Changes in Self-Reported Suicidal Ideation during Treatment with Electroconvulsive Therapy: a Retrospective Cohort Study

James Luccarelli 1,2, Daniel Humphrey 3, Thomas H McCoy Jr 1,2, Michael E Henry 1,2, Martina Mueller 3,4, Stephen J Seiner 1,5
PMCID: PMC10843260  NIHMSID: NIHMS1930680  PMID: 37643775

Abstract

Objective:

Suicidal ideation (SI) is common in patients with depressive symptoms, who are the most common recipients of electroconvulsive therapy (ECT). We sought to quantify changes in self-reported SI occurring during treatment with ECT, and to identify factors associated with persistence of SI in patients beginning treatment with SI.

Methods:

Retrospective, single-center cohort study of patients receiving ECT and who self-reported symptoms using Quick Inventory of Depressive Symptomatology (QIDS) prior to ECT and after treatment #5 or #10. Changes in QIDS-reported SI over the course of ECT were calculated, and logistic regression models were performed to assess factors associated with reporting SI at the end of treatment.

Results:

2,554 provided baseline and follow-up SI scores, of whom, 1,931 (75.6%) endorsed SI at baseline. There was a reduction in SI with ECT treatment (McNemar’s test; df=1, Χ2=803.7; p<0.001), and in adjusted models 64.0% of individuals with baseline SI reported resolution of SI with ECT treatment, while 3.3% without baseline SI reported SI at the end of treatment. Higher baseline SI severity and outpatient treatment were associated with a higher odds of persistent SI among individuals beginning treatment with SI.

Conclusion:

ECT treatment was associated with reductions in self-reported SI. These results support the use of ECT in the treatment of patients with SI, but further research is needed to determine the effects of ECT on suicidal behavior.

Keywords: Suicidal ideation, Suicide, Cohort studies, Electroconvulsive therapy, Real World Evidence

Introduction:

Suicide is a leading cause of death worldwide, with an estimated 1.3% of overall global deaths in 2019 attributable to suicide 1. In the United States, suicides in 2021 are near record-peak in number, with disparate rates depending on age, sex, and race 2. While many factors influence suicide risk, meta-analysis has indicated that prior suicidal ideation (SI) is one risk factor for suicidal behavior 35, and so reduction in SI is one important therapeutic goal. Electroconvulsive therapy (ECT) is an effective treatment for depression across the age span 6, and is associated with a reduction in SI 710, suicide attempts 11,12, completed suicide 13, and all-cause mortality 1416. While some study results indicate increased risk of suicide death in ECT patients even if all-cause mortality decreased 14,15, there is great heterogeneity between studies. Moreover, access to ECT17,18 as well as treatment efficacy may vary based on patient demographics including age19 and race.20 Given the complex nature of SI, further data on the effects of ECT on SI using real-world data can help provide guidance around changes on SI that may occur during ECT during routine clinical practice.

Aims of the Study

This study explores changes in self-reported SI over the course of ECT using a large single-center clinical cohort. We sought to quantify changes in self-reported SI occurring during treatment with ECT, and to identify factors associated with persistence of SI in patients beginning treatment with SI.

Methods

Patient Population

This was a single center retrospective cohort study of patients aged 16 or older receiving ECT at a freestanding psychiatric hospital from May 2011 through March 2020. All patients self-reporting baseline symptom severity and at least one follow-up severity measure (see below) were included in the sample.

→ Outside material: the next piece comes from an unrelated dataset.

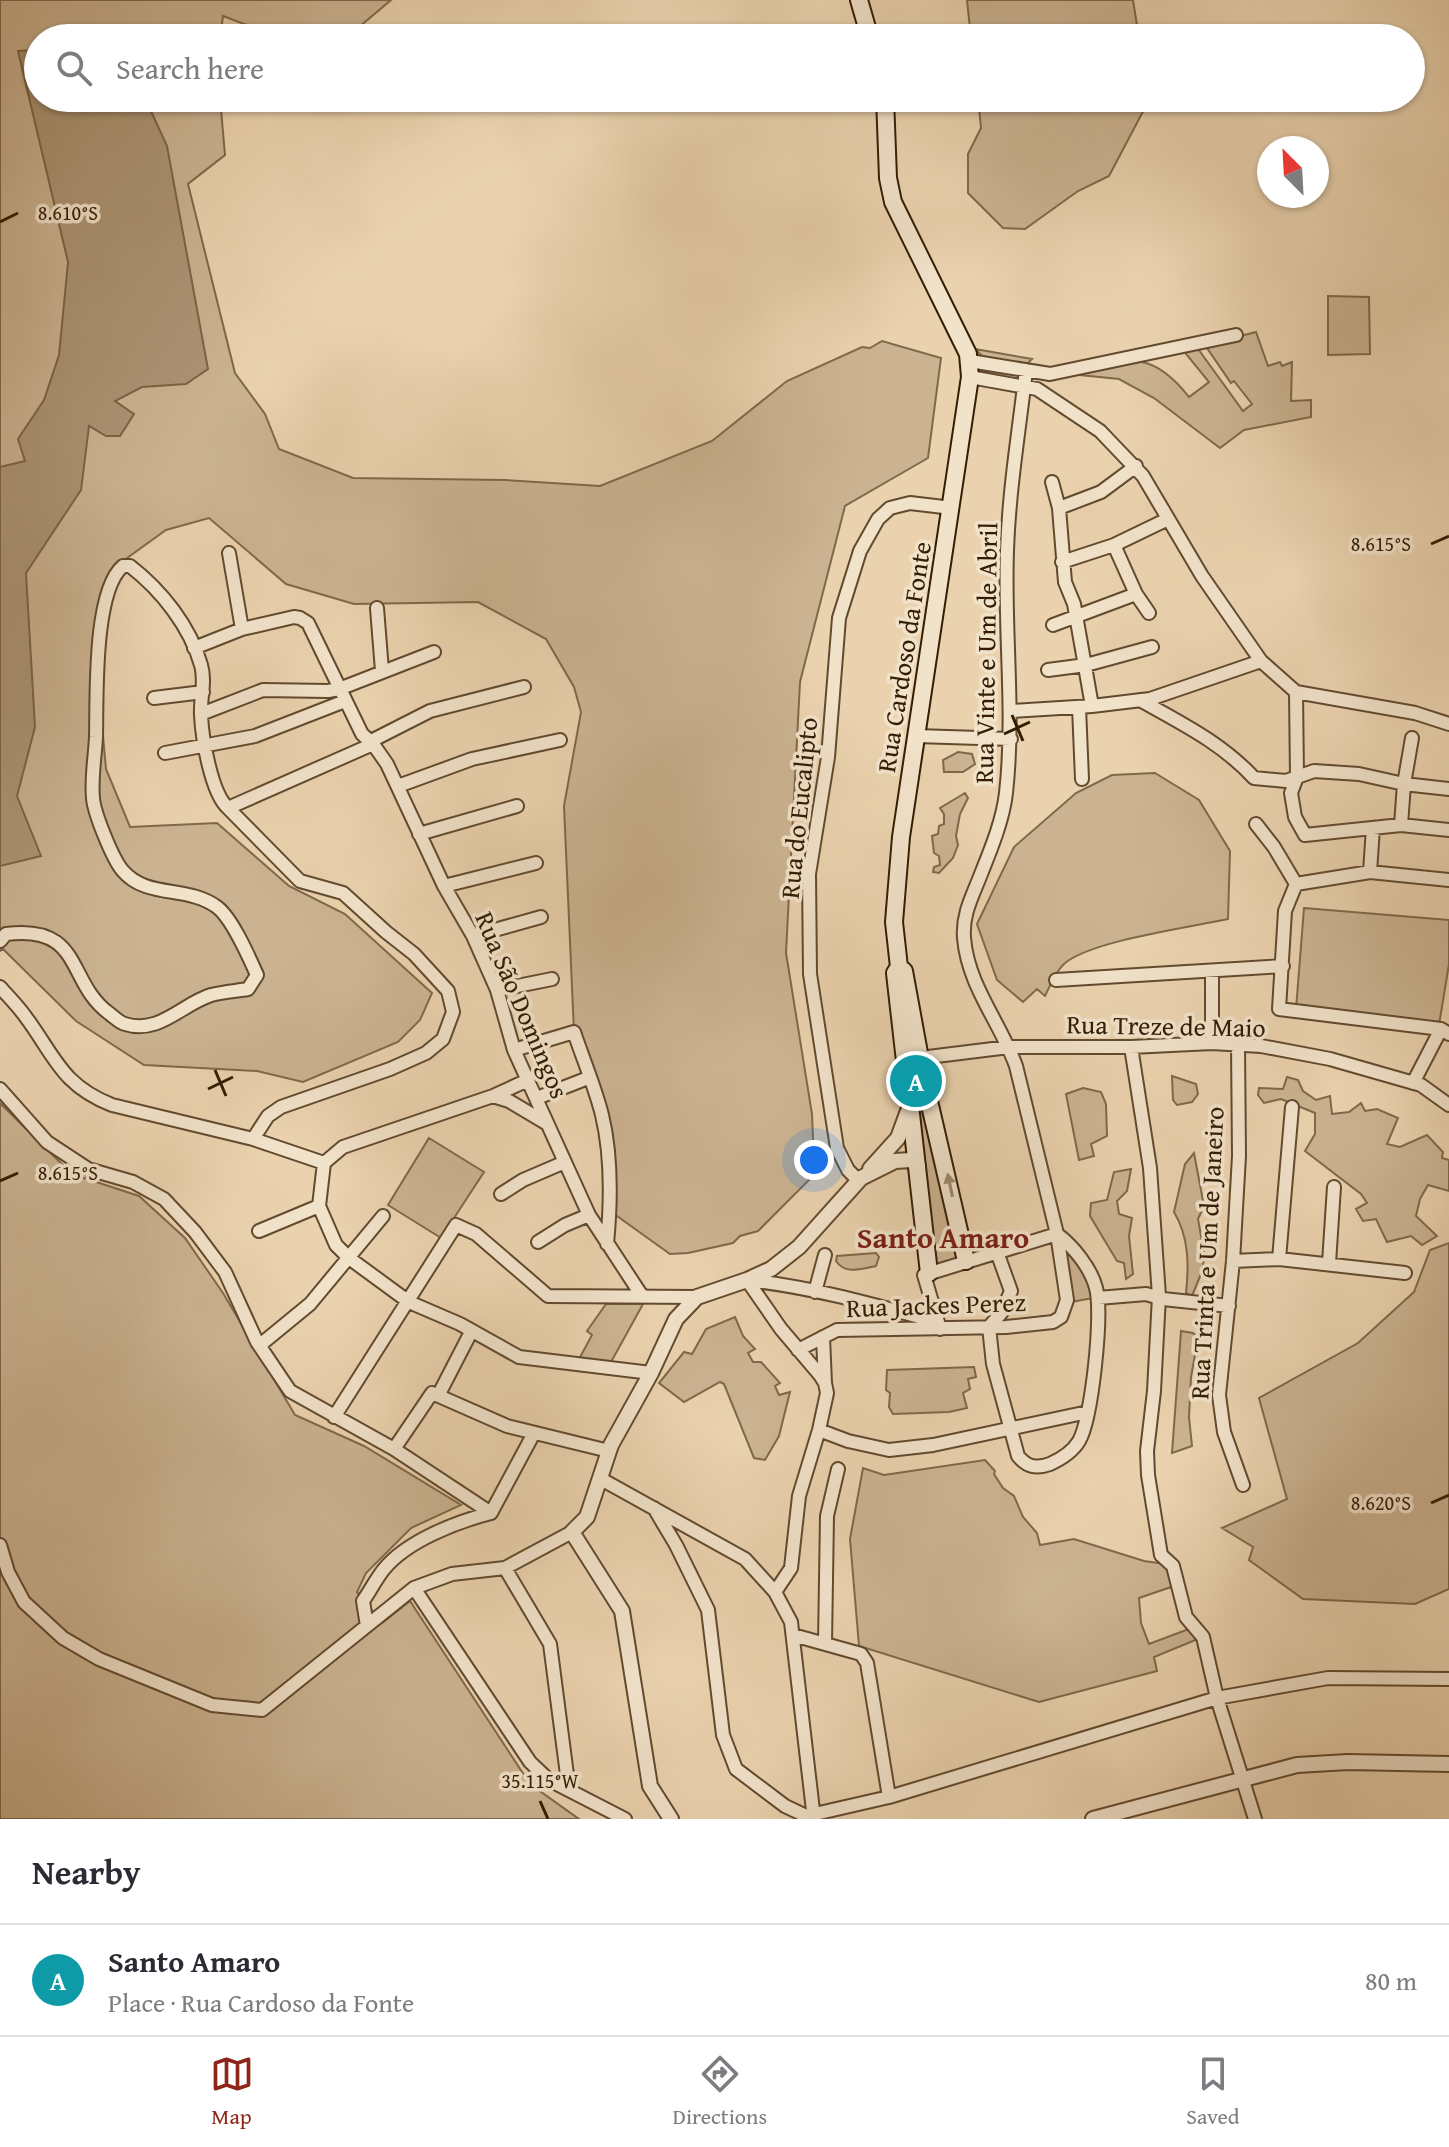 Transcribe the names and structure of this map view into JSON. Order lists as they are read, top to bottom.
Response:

Patients were followed through discontinuation of ECT or through treatment #10. This retrospective chart review study was approved by the Mass General Brigham Institutional Review Board with a waiver of informed consent.

Scales and Measurements

Treatment was monitored using patient self-report scales. These include the Quick Inventory of Depressive Symptomatology Self-Report 16-item scale (QIDS) 21, the Behavior and Symptom Identification Scale-24 (BASIS-24) 22, and the Montreal Cognitive Assessment (MoCA) 23. By default, patients reported symptom severity using these scales at baseline and following treatment #5 and treatment #10. Demographic information, including race, is based on self-report from the baseline BASIS-24, while diagnosis was determined from the clinical diagnosis recorded at the time of first ECT treatment.

For the primary endpoint, self-reported SI was assessed based on item 12 of the QIDS, which asks about “thoughts of death or suicide” during the past 7 days on a 4-point scale of: 0 “I do not think of suicide or death”; 1 “I feel that life is empty or wonder if it’s worth living”; 2 “I think of suicide or death several times a week for several minutes”; 3 “I think of suicide or death several times a day in some detail, or I have made specific plans for suicide or have actually tried to take my life.” Scores >0 were defined as the presence of SI, with a score of 0 indicating a lack of SI.

ECT Treatment

ECT was provided using a Mecta Spectrum 5000Q instrument (Tualatin, OR). Individualized seizure threshold was determined at the time of first treatment, as previously reported 24,25. Subsequent treatments were delivered initially at 6x seizure threshold for right unilateral treatments, typically three times weekly, with electrode placement and dose adjusted clinically by the treating psychiatrist based on response 2628. Methohexital was the default anesthetic agent with succinylcholine muscle relaxant, although etomidate, propofol, or ketamine anesthetic could be used at the discretion of the treating psychiatrist or anesthesiologist. Consistent with the MECTA titration tables, ultrabrief pulse ECT was defined as a pulse width of 0.3 ms or 0.37 ms, while pulse widths of ≥0.37 ms were defined as brief pulse.

Statistical Analysis

The demographic characteristics of the sample are reported through descriptive statistics. Suicidal ideation was determined using the QIDS SI question. Participants who scored a ‘0’ on the item prior to treatment were reported as having no SI and participants who had scores greater than ‘0’ were reported as having SI at baseline. For the follow-up assessment, SI was based on the QIDS SI question at the 5th or 10th ECT treatment, whichever was the last assessment. As some patients did not have assessments precisely at treatment #5 or treatment #10, results were included if the assessment was performed within 2 treatments of this, so follow-up values could occur between treatments 3 and 7 or between treatments 8 and 12.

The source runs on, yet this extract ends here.